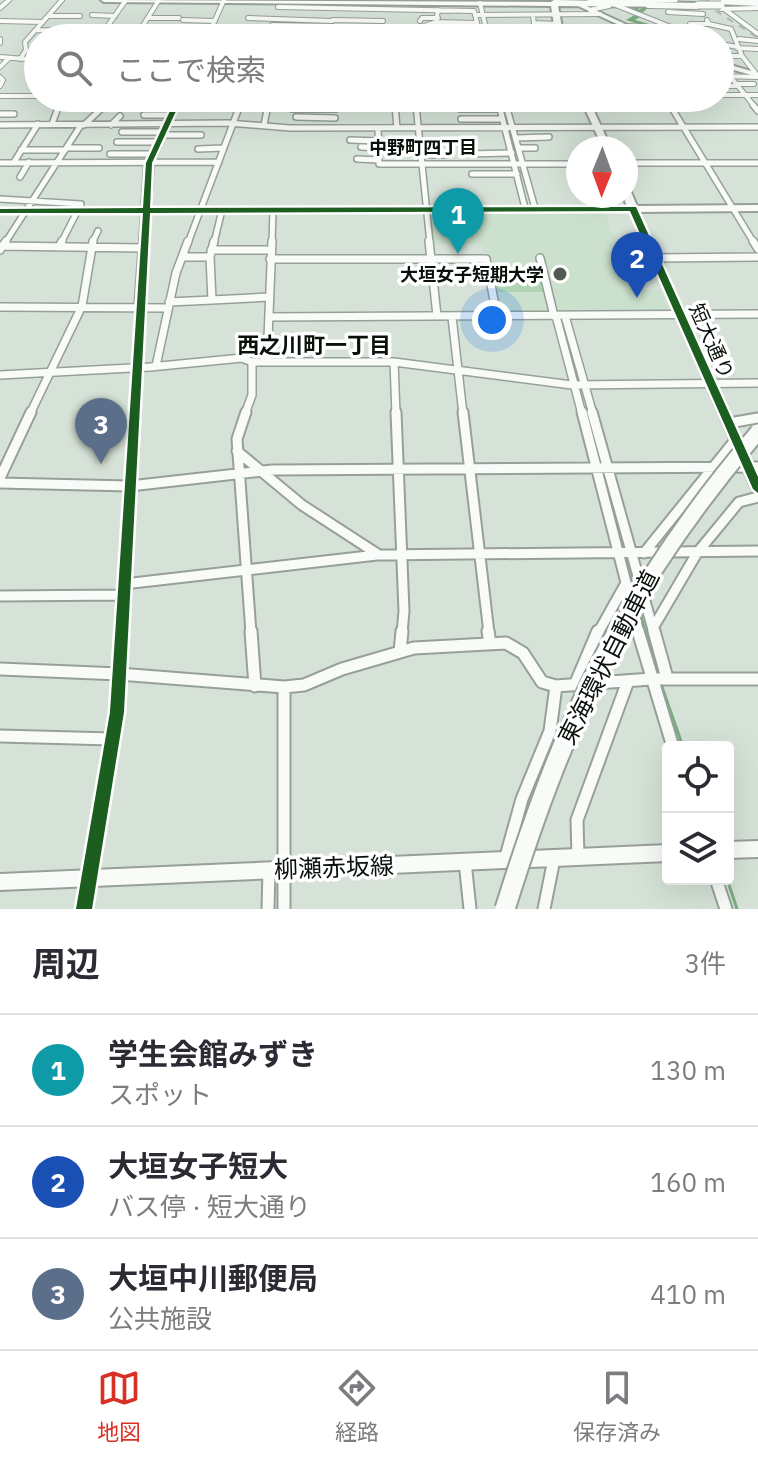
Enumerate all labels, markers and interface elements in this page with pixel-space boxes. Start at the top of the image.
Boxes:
search box [24,24,734,112]
icon: search [52,46,96,90]
text: ここで検索 [116,50,266,89]
district label: 中野町四丁目 [369,136,477,159]
north arrow [566,136,638,208]
pin: 1 [432,188,484,254]
pin: 2 [611,232,663,298]
place label: 大垣女子短期大学 [400,263,544,286]
marker: 大垣女子短期大学 [551,265,569,283]
street label: 短大通り [683,299,741,383]
your location [472,300,512,340]
district label: 西之川町一丁目 [237,330,391,359]
pin: 3 [75,398,127,464]
street label: 東海環状自動車道 [550,564,666,750]
map controls [662,741,734,885]
button: locate [662,741,734,813]
button: layers [662,813,734,885]
street label: 柳瀬赤坂線 [273,849,395,885]
text: 周辺 [32,941,100,985]
text: 3件 [684,946,726,980]
text: 学生会館みずき [108,1034,318,1073]
text: 1 [50,1053,66,1087]
text: 130 m [650,1053,726,1087]
text: スポット [108,1077,212,1111]
text: 大垣女子短大 [108,1146,288,1185]
text: 2 [50,1165,66,1199]
text: 160 m [650,1165,726,1199]
text: バス停 · 短大通り [108,1189,311,1223]
text: 大垣中川郵便局 [108,1258,318,1297]
text: 3 [50,1277,66,1311]
text: 410 m [650,1277,726,1311]
text: 公共施設 [108,1301,212,1335]
tab: 地図 [97,1366,141,1446]
tab: 経路 [335,1366,379,1446]
tab: 保存済み [573,1366,661,1446]

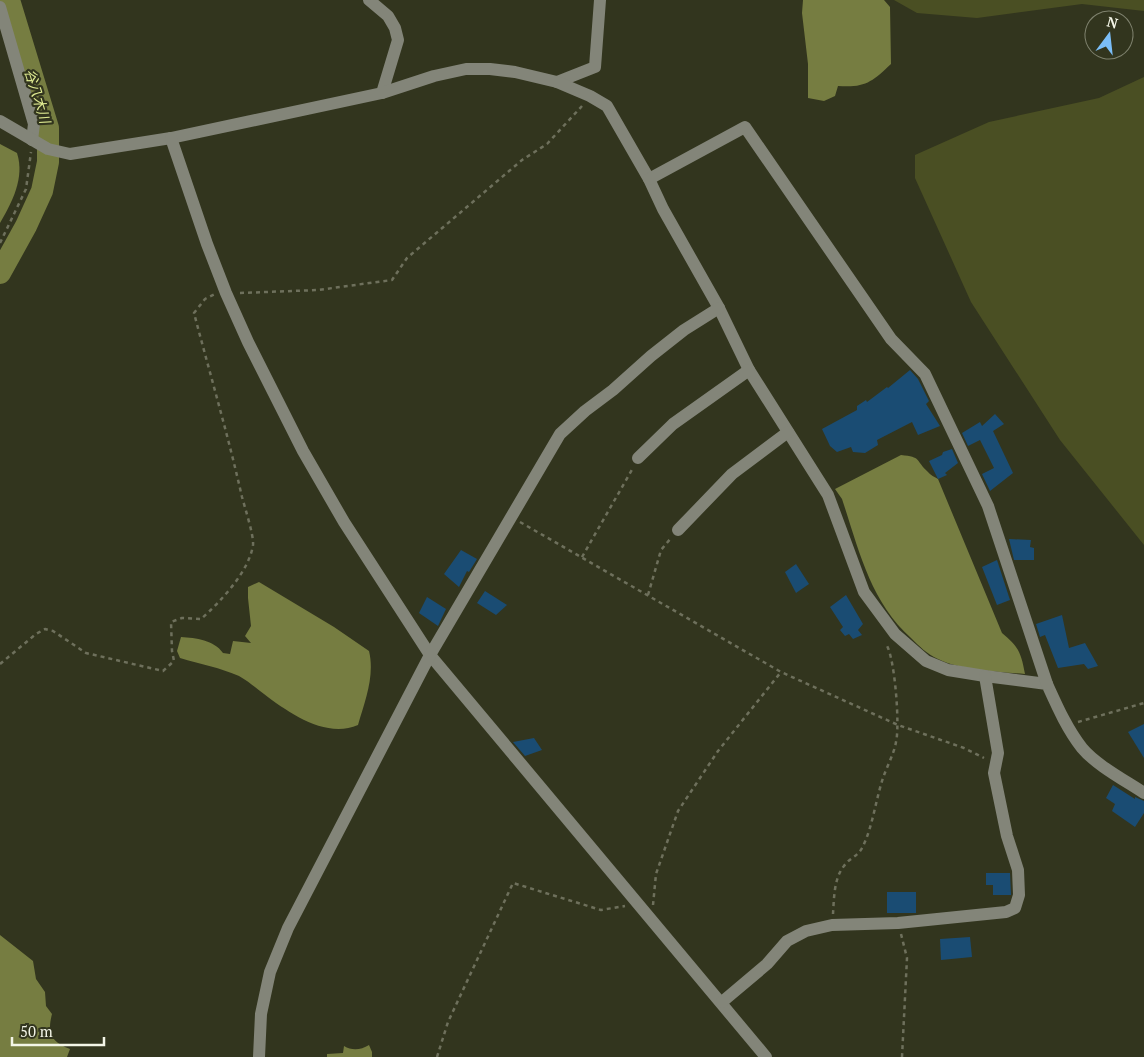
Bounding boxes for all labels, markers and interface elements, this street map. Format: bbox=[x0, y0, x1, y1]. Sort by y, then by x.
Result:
north arrow bbox=[1084, 10, 1134, 60]
text: N bbox=[1105, 11, 1120, 33]
water label: 谷八木川 bbox=[21, 66, 56, 127]
scale bar bbox=[12, 1014, 105, 1046]
text: 50 m bbox=[20, 1021, 53, 1041]

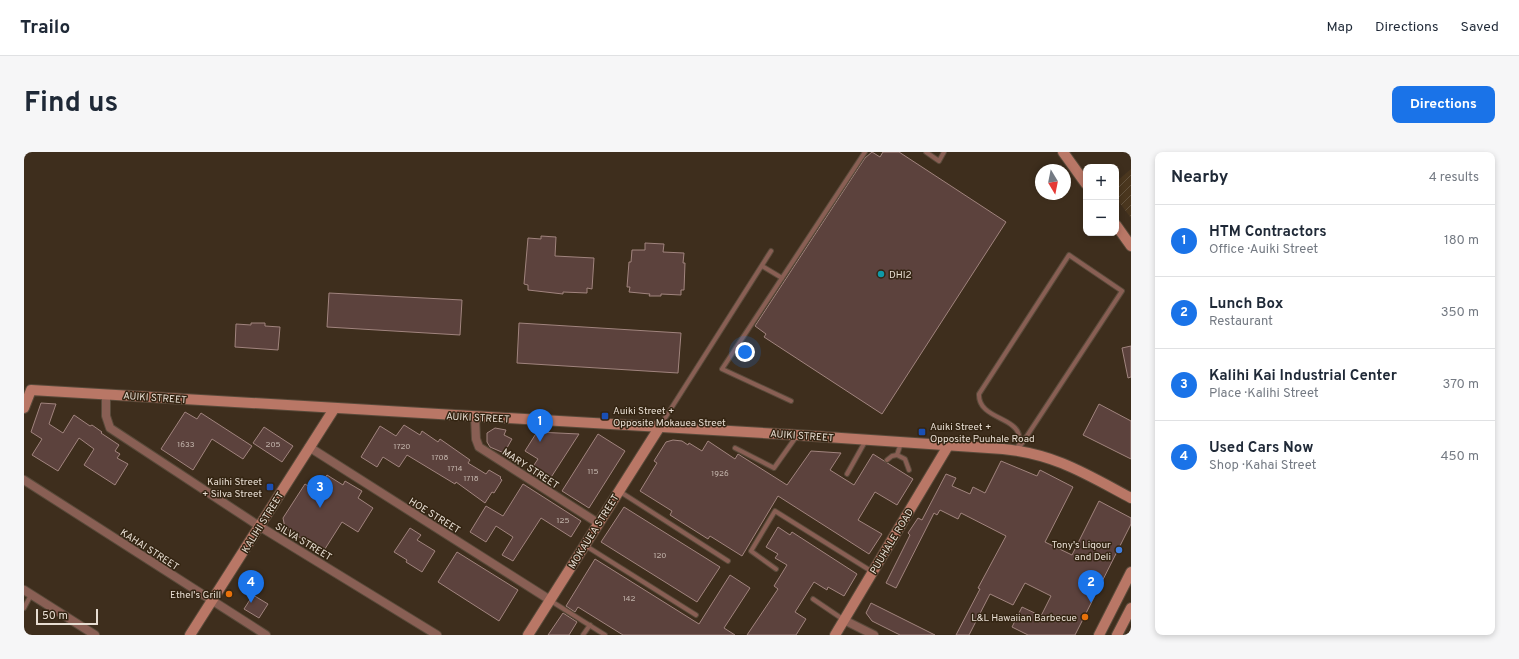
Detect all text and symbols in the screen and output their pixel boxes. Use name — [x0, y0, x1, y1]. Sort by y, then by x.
text: Trailo — [20, 16, 70, 40]
text: Map — [1327, 19, 1353, 36]
text: Directions — [1375, 19, 1439, 36]
text: Saved — [1461, 19, 1499, 36]
text: Find us — [24, 86, 118, 122]
button: Directions — [1392, 86, 1495, 123]
north arrow — [1035, 164, 1071, 200]
map controls — [1083, 164, 1119, 236]
button: + — [1083, 164, 1119, 200]
text: Nearby — [1171, 167, 1228, 189]
text: 4 results — [1429, 170, 1479, 186]
button: − — [1083, 200, 1119, 236]
text: HTM Contractors — [1209, 223, 1327, 242]
text: 1 — [1181, 233, 1187, 249]
text: 180 m — [1444, 233, 1479, 249]
text: Office · Auiki Street — [1209, 242, 1318, 258]
marker: DHI2 — [876, 269, 886, 279]
place label: DHI2 — [889, 269, 912, 282]
text: Lunch Box — [1209, 295, 1283, 314]
text: 2 — [1180, 305, 1188, 321]
text: 350 m — [1441, 305, 1479, 321]
text: Restaurant — [1209, 314, 1273, 330]
your location — [735, 342, 755, 362]
text: Kalihi Kai Industrial Center — [1209, 367, 1397, 386]
text: 3 — [1180, 377, 1188, 393]
text: 370 m — [1442, 377, 1479, 393]
text: Place · Kalihi Street — [1209, 386, 1319, 402]
street label: AUIKI STREET — [123, 390, 187, 407]
place label: Auiki Street + Opposite Mokauea Street — [613, 405, 726, 430]
pin: 1 — [527, 409, 553, 442]
street label: AUIKI STREET — [446, 410, 510, 427]
marker: Auiki Street + Opposite Mokauea Street — [600, 411, 610, 421]
place label: Auiki Street + Opposite Puuhale Road — [930, 421, 1035, 446]
marker: Auiki Street + Opposite Puuhale Road — [917, 427, 927, 437]
street label: AUIKI STREET — [770, 428, 834, 445]
text: Used Cars Now — [1209, 439, 1313, 458]
house number: 1633 — [177, 440, 195, 450]
house number: 205 — [266, 440, 281, 450]
house number: 1720 — [393, 442, 411, 452]
street label: MARY STREET — [499, 446, 561, 493]
text: 4 — [1180, 449, 1188, 465]
text: 450 m — [1440, 449, 1479, 465]
house number: 1708 — [432, 453, 449, 463]
text: Shop · Kahai Street — [1209, 458, 1317, 474]
house number: 1714 — [447, 464, 463, 474]
house number: 115 — [588, 467, 598, 477]
house number: 1926 — [711, 469, 729, 479]
house number: 1718 — [463, 474, 479, 484]
pin: 3 — [307, 475, 333, 508]
place label: Kalihi Street + Silva Street — [202, 476, 262, 501]
marker: Kalihi Street + Silva Street — [265, 482, 275, 492]
street label: KALIHI STREET — [239, 490, 287, 556]
street label: MOKAUEA STREET — [566, 492, 623, 572]
street label: HOE STREET — [406, 495, 463, 537]
street label: PUUHALE ROAD — [868, 506, 917, 577]
house number: 125 — [557, 516, 569, 526]
street label: SILVA STREET — [273, 520, 334, 564]
street label: KAHAI STREET — [117, 526, 181, 574]
place label: Tony's Liqour and Deli — [1052, 539, 1111, 564]
marker: Tony's Liqour and Deli — [1114, 545, 1124, 555]
house number: 120 — [653, 551, 667, 561]
pin: 4 — [238, 570, 264, 603]
pin: 2 — [1078, 570, 1104, 603]
place label: Ethel's Grill — [170, 589, 221, 602]
marker: Ethel's Grill — [224, 589, 234, 599]
house number: 142 — [623, 594, 635, 604]
scale bar — [36, 607, 98, 626]
text: 50 m — [42, 609, 68, 623]
place label: L&L Hawaiian Barbecue — [971, 612, 1077, 625]
marker: L&L Hawaiian Barbecue — [1080, 612, 1090, 622]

*WHAT TO PRODUCE:* The response must repeat all the lines above exactly and include no pictures.

*RESPONSE:*
Enumerate all labels, markers and interface elements in this page with pixel-space boxes. Start at the top of the image.
Boxes:
search box [24,24,734,112]
icon: search [52,46,96,90]
text: ここで検索 [116,50,266,89]
district label: 中野町四丁目 [369,136,477,159]
north arrow [566,136,638,208]
pin: 1 [432,188,484,254]
pin: 2 [611,232,663,298]
place label: 大垣女子短期大学 [400,263,544,286]
marker: 大垣女子短期大学 [551,265,569,283]
street label: 短大通り [683,299,741,383]
your location [472,300,512,340]
district label: 西之川町一丁目 [237,330,391,359]
pin: 3 [75,398,127,464]
street label: 東海環状自動車道 [550,564,666,750]
map controls [662,741,734,885]
button: locate [662,741,734,813]
button: layers [662,813,734,885]
street label: 柳瀬赤坂線 [273,849,395,885]
text: 周辺 [32,941,100,985]
text: 3件 [684,946,726,980]
text: 学生会館みずき [108,1034,318,1073]
text: 1 [50,1053,66,1087]
text: 130 m [650,1053,726,1087]
text: スポット [108,1077,212,1111]
text: 大垣女子短大 [108,1146,288,1185]
text: 2 [50,1165,66,1199]
text: 160 m [650,1165,726,1199]
text: バス停 · 短大通り [108,1189,311,1223]
text: 大垣中川郵便局 [108,1258,318,1297]
text: 3 [50,1277,66,1311]
text: 410 m [650,1277,726,1311]
text: 公共施設 [108,1301,212,1335]
tab: 地図 [97,1366,141,1446]
tab: 経路 [335,1366,379,1446]
tab: 保存済み [573,1366,661,1446]

Bounding boxes for all labels, markers and interface elements, this street map. Format: bbox=[x0, y0, x1, y1]. Sort by y, then by x.
Result:
north arrow bbox=[1084, 10, 1134, 60]
text: N bbox=[1105, 11, 1120, 33]
water label: 谷八木川 bbox=[21, 66, 56, 127]
scale bar bbox=[12, 1014, 105, 1046]
text: 50 m bbox=[20, 1021, 53, 1041]

Detect all text and symbols in the screen and output their pixel boxes. Use name — [x0, y0, x1, y1]. Sort by y, then by x.
text: Trailo — [20, 16, 70, 40]
text: Map — [1327, 19, 1353, 36]
text: Directions — [1375, 19, 1439, 36]
text: Saved — [1461, 19, 1499, 36]
text: Find us — [24, 86, 118, 122]
button: Directions — [1392, 86, 1495, 123]
north arrow — [1035, 164, 1071, 200]
map controls — [1083, 164, 1119, 236]
button: + — [1083, 164, 1119, 200]
text: Nearby — [1171, 167, 1228, 189]
text: 4 results — [1429, 170, 1479, 186]
button: − — [1083, 200, 1119, 236]
text: HTM Contractors — [1209, 223, 1327, 242]
text: 1 — [1181, 233, 1187, 249]
text: 180 m — [1444, 233, 1479, 249]
text: Office · Auiki Street — [1209, 242, 1318, 258]
marker: DHI2 — [876, 269, 886, 279]
place label: DHI2 — [889, 269, 912, 282]
text: Lunch Box — [1209, 295, 1283, 314]
text: 2 — [1180, 305, 1188, 321]
text: 350 m — [1441, 305, 1479, 321]
text: Restaurant — [1209, 314, 1273, 330]
your location — [735, 342, 755, 362]
text: Kalihi Kai Industrial Center — [1209, 367, 1397, 386]
text: 3 — [1180, 377, 1188, 393]
text: 370 m — [1442, 377, 1479, 393]
text: Place · Kalihi Street — [1209, 386, 1319, 402]
street label: AUIKI STREET — [123, 390, 187, 407]
place label: Auiki Street + Opposite Mokauea Street — [613, 405, 726, 430]
pin: 1 — [527, 409, 553, 442]
street label: AUIKI STREET — [446, 410, 510, 427]
marker: Auiki Street + Opposite Mokauea Street — [600, 411, 610, 421]
place label: Auiki Street + Opposite Puuhale Road — [930, 421, 1035, 446]
marker: Auiki Street + Opposite Puuhale Road — [917, 427, 927, 437]
street label: AUIKI STREET — [770, 428, 834, 445]
text: Used Cars Now — [1209, 439, 1313, 458]
house number: 1633 — [177, 440, 195, 450]
house number: 205 — [266, 440, 281, 450]
house number: 1720 — [393, 442, 411, 452]
street label: MARY STREET — [499, 446, 561, 493]
text: 4 — [1180, 449, 1188, 465]
text: 450 m — [1440, 449, 1479, 465]
house number: 1708 — [432, 453, 449, 463]
text: Shop · Kahai Street — [1209, 458, 1317, 474]
house number: 1714 — [447, 464, 463, 474]
house number: 115 — [588, 467, 598, 477]
house number: 1926 — [711, 469, 729, 479]
house number: 1718 — [463, 474, 479, 484]
pin: 3 — [307, 475, 333, 508]
place label: Kalihi Street + Silva Street — [202, 476, 262, 501]
marker: Kalihi Street + Silva Street — [265, 482, 275, 492]
street label: KALIHI STREET — [239, 490, 287, 556]
street label: MOKAUEA STREET — [566, 492, 623, 572]
street label: HOE STREET — [406, 495, 463, 537]
street label: PUUHALE ROAD — [868, 506, 917, 577]
house number: 125 — [557, 516, 569, 526]
street label: SILVA STREET — [273, 520, 334, 564]
street label: KAHAI STREET — [117, 526, 181, 574]
place label: Tony's Liqour and Deli — [1052, 539, 1111, 564]
marker: Tony's Liqour and Deli — [1114, 545, 1124, 555]
house number: 120 — [653, 551, 667, 561]
pin: 4 — [238, 570, 264, 603]
pin: 2 — [1078, 570, 1104, 603]
place label: Ethel's Grill — [170, 589, 221, 602]
marker: Ethel's Grill — [224, 589, 234, 599]
house number: 142 — [623, 594, 635, 604]
scale bar — [36, 607, 98, 626]
text: 50 m — [42, 609, 68, 623]
place label: L&L Hawaiian Barbecue — [971, 612, 1077, 625]
marker: L&L Hawaiian Barbecue — [1080, 612, 1090, 622]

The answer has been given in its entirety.